WoW Crónicas I – Capítulo II: Azeroth Primordial

El Reinado de los Elementos

Durante largo tiempo, el Panteón continuó escudriñando el cosmos en busca de nuevos titanes, trayendo así el orden a incontables mundos en el proceso. Pero, a pesar de sus esfuerzos, no encontraron a ninguno más de su especie. A veces, los titanes del Panteón temían que su búsqueda fuera en vano, pero siempre se obligaban a continuar. Sabían en sus corazones que existían más almas-mundo, y esta esperanza les concedía un propósito.

El Panteón no lo sabía, pero su intuición era correcta. Un milagroso y nuevo mundo estaba tomando forma en un lugar recóndito de la Gran Oscuridad. Y en las profundidades de su núcleo, el espíritu de un noble y poderoso titán se agitaba y tomaba vida.

Algún día recibiría el nombre de Azeroth.

A medida que el joven titán se desarrollaba, los espíritus elementales vagaban por la superficie del mundo. A lo largo de los eones, estas criaturas se volvieron cada vez más erráticas y destructivas. La floreciente alma-mundo era tan grande que había absorbido y consumido una gran cantidad del quinto elemento, el Espíritu. Sin esta fuerza primordial para conservar el equilibrio, los espíritus elementales de Azeroth se sumieron en el caos.

 

Elementales de agua, viento, tierra y fuego

Fuego, tierra, aire y agua. Estas eras las cuatro fuerzas que gobernaban este mundo naciente. Se deleitaban en su constante lucha, que mantenía la superficie de Azeroth en un flujo elemental perpetuo. Cuatro señores elementales, poderosos más allá de lacomprensión de cualquier mortal, gobernaban a los incontables espíritus menores.

De los cuatro señores elementales, ninguno podía compararse al astuto y despiadado Al’Akir, Señor del Viento, A menudo, enviaba a sus esquivos esbirros tempestuosos a espiar a sus enemigos y a sembrar la discordia en sus filas. Recurría a tretas y artimañas para enfrentar entre sí a los otros elementales, y luego descargaba todas sus fuerzas sobre sus agotados rivales. Los vientos aullaban y los tempestuosos cielos se oscurecían a su paso. Mientras los relámpagos aporreaban la superficie del mundo, los elementales- torbellino de Al’Akir descendían bramando desde los cielos, envolviendo a sus enemigas en monstruosos ciclones.
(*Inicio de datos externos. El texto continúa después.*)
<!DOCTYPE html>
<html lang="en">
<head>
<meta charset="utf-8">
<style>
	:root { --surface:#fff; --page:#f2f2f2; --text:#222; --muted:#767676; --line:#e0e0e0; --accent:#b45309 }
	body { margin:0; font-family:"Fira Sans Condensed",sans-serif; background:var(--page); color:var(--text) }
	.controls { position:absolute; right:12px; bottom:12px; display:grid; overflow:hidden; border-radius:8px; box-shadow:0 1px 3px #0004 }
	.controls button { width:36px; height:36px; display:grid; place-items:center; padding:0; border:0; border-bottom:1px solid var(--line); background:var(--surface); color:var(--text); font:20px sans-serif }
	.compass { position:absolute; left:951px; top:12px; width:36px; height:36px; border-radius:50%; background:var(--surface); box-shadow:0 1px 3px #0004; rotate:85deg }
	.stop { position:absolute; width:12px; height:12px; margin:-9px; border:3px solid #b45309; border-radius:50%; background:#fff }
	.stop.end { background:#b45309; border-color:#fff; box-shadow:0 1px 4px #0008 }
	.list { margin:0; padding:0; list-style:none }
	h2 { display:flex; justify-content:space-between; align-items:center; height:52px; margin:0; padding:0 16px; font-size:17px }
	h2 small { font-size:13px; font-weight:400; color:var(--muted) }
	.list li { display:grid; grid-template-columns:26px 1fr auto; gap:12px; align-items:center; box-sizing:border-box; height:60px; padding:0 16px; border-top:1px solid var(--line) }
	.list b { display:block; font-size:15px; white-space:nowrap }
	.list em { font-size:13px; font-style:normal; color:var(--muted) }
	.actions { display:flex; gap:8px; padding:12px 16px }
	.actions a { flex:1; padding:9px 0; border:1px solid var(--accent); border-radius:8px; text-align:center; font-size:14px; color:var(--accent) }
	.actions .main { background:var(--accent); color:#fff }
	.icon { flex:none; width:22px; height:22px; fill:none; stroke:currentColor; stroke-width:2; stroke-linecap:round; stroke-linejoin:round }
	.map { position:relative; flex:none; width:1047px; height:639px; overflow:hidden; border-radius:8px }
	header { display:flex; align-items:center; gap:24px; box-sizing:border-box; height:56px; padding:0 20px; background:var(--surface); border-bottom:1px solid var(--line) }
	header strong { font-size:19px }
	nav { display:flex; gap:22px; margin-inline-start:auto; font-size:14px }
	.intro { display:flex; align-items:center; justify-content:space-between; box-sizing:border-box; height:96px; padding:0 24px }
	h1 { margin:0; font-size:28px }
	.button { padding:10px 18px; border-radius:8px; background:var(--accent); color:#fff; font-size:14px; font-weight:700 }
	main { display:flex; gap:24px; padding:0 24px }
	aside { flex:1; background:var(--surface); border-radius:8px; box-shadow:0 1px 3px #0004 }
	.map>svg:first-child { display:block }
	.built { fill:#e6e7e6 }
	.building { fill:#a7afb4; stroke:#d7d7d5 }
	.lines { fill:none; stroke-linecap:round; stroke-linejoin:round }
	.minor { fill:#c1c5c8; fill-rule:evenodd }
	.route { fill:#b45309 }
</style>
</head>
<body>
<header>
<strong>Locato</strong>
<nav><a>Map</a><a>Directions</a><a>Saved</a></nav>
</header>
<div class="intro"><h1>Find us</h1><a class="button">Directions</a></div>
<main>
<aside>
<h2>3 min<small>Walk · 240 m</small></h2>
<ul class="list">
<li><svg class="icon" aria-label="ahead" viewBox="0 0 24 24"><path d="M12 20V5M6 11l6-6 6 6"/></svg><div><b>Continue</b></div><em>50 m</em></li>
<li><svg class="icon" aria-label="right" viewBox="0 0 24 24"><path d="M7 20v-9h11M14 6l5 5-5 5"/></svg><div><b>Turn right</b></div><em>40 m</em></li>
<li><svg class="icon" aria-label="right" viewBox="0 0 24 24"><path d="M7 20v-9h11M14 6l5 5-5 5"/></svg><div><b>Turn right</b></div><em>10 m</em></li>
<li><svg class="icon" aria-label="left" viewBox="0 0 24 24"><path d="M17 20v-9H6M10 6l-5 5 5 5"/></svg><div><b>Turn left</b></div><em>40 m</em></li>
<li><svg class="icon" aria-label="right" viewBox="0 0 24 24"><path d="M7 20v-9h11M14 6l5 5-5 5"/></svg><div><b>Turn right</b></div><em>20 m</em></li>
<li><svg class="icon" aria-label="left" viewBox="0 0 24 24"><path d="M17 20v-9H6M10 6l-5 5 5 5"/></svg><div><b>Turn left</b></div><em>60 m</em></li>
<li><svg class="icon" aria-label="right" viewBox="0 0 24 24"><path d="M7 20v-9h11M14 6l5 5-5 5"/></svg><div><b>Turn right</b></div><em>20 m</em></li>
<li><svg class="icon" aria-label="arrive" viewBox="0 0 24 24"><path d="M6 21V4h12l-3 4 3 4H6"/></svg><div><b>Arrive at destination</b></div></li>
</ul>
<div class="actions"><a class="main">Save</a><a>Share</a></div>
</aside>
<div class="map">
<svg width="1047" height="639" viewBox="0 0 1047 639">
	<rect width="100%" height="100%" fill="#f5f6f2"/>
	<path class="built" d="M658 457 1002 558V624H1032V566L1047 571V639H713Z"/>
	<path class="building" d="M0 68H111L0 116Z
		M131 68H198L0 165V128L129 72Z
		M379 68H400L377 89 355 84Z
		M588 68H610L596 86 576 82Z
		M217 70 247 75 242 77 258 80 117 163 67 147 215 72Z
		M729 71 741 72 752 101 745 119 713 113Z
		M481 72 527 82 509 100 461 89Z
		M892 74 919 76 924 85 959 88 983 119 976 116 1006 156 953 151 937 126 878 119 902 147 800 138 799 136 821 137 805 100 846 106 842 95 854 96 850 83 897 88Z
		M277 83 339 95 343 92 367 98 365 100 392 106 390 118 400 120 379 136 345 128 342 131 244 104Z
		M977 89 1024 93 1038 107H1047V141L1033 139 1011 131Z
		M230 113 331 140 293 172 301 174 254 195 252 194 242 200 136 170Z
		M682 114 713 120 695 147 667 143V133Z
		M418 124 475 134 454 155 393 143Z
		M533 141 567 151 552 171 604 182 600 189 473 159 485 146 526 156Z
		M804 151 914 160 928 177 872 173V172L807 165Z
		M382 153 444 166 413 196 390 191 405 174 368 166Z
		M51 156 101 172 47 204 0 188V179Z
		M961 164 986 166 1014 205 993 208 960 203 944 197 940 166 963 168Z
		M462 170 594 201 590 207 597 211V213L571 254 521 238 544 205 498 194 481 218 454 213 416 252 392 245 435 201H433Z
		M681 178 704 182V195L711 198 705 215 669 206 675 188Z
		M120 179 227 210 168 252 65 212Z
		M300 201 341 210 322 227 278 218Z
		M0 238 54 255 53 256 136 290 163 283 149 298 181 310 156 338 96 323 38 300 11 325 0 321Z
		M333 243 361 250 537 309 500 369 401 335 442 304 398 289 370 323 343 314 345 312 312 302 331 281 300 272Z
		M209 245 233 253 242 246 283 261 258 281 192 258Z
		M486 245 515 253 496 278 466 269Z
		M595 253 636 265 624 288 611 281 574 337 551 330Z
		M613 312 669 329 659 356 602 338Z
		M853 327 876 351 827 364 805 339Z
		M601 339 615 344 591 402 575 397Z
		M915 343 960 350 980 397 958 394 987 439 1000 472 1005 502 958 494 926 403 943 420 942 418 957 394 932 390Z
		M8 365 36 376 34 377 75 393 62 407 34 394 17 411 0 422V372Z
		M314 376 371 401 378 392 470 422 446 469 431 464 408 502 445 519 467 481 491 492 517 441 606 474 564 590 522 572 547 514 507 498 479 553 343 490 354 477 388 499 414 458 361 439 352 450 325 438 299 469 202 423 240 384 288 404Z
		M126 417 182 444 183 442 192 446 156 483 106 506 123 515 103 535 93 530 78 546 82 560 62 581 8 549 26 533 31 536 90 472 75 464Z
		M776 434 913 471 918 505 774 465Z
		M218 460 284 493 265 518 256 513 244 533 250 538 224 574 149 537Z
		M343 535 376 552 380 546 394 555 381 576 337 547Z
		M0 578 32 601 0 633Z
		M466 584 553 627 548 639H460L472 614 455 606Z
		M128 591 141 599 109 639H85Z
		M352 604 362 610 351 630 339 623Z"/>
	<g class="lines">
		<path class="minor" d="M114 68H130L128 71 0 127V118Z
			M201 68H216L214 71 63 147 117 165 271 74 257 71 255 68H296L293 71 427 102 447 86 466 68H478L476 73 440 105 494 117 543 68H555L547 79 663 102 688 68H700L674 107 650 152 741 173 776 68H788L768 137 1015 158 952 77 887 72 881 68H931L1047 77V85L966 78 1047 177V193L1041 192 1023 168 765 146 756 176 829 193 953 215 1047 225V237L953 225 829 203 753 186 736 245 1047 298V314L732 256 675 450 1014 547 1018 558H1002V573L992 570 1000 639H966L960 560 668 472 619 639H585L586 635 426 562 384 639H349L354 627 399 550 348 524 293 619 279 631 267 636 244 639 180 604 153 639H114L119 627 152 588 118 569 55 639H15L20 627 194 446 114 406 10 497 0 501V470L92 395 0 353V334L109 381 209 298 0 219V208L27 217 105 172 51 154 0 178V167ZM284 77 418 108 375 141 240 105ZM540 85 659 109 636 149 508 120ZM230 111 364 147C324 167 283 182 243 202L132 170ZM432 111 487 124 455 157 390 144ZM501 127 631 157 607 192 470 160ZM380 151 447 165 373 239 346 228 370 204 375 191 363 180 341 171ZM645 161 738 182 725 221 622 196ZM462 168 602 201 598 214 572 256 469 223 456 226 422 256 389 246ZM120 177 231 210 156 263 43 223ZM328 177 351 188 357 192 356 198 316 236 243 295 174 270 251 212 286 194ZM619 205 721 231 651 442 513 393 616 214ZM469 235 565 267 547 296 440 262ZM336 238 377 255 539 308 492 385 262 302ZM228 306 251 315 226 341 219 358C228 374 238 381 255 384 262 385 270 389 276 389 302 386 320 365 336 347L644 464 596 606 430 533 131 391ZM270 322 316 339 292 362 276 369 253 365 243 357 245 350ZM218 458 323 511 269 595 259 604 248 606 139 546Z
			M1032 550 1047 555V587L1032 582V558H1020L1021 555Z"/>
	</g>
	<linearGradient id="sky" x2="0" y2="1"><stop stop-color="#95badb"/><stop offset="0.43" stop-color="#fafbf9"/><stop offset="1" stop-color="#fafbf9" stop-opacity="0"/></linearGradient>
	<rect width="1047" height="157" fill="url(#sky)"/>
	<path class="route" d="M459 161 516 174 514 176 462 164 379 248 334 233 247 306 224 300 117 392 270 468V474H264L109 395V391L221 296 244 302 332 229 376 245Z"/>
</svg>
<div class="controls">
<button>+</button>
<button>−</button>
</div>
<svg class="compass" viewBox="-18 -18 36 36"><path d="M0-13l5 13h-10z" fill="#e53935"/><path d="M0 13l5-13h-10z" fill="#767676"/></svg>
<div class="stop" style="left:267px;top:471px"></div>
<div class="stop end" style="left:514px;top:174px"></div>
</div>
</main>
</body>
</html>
Ragnaros, Señor del Fuego despreciaba las cobardes tácticas de Al’Akir. Impulsivo y temerario, el Señor del Fuego abrazaba la fuerza bruta como medio para aniquilar a sus enemigos. Allá donde iba, de la tierra emergían volcanes que vomitaban ríos de fuego y destrucción. Ragnaros solo deseaba hervir los mares, reducir las montañas a escombros y saturar los cielos de cenizas y ascuas. El resto de señores elementales albergaban un profundo odio hacia Ragnaros por sus constantes afrentas y ataques.

Therazane, la Madre Pétrea, era la más reclusa de entre los señores elementales. Protectora de sus hijos, levantaba cadenas montañosas enteras para guarecerse de los ataques de sus enemigos. Solo cuando estos se agotaban chocando contra sus inexpugnables fortificaciones, emergía la Madre Pétrea, abriendo grandes simas en la tierra que consumían ejércitos elementales enteros. Los supervivientes hallaban su final a manos de los sirvientes más poderosos de Therazane: montañas andantes de implacable cristal y roca.

El sabio Neptulon Cazamareas se cuidaba mucho de caer en las artimañas de Al’Akir, ni de malgastar sus esbirros en ataques inútiles contra las ciudadelas de Therazane. Mientras los ejércitos del fuego, el aire y la tierra entablaban combates por todo Azeroth, el Cazamareas y sus elementales dividían y vencían a sus rivales de forma brillante. Cuando sus enemigos huían, Neptulon los aplastaba con olas gigantescas que empequeñecían incluso los picos más altos de las montañas de Therazane.

Las apocalípticas batallas entre los señores elementales se perpetuaron durante incontables milenios. El dominio de Azeroth cambiaba constantemente de una facción a otra, las cuales deseaban reformar el mundo a su imagen. Pero, para los elementales, la victoria era menos importante que la contienda en sí. Para ellos, el calamitoso estado del mundo era sublime, y su único deseo era continuar su inacabable ciclo de caos.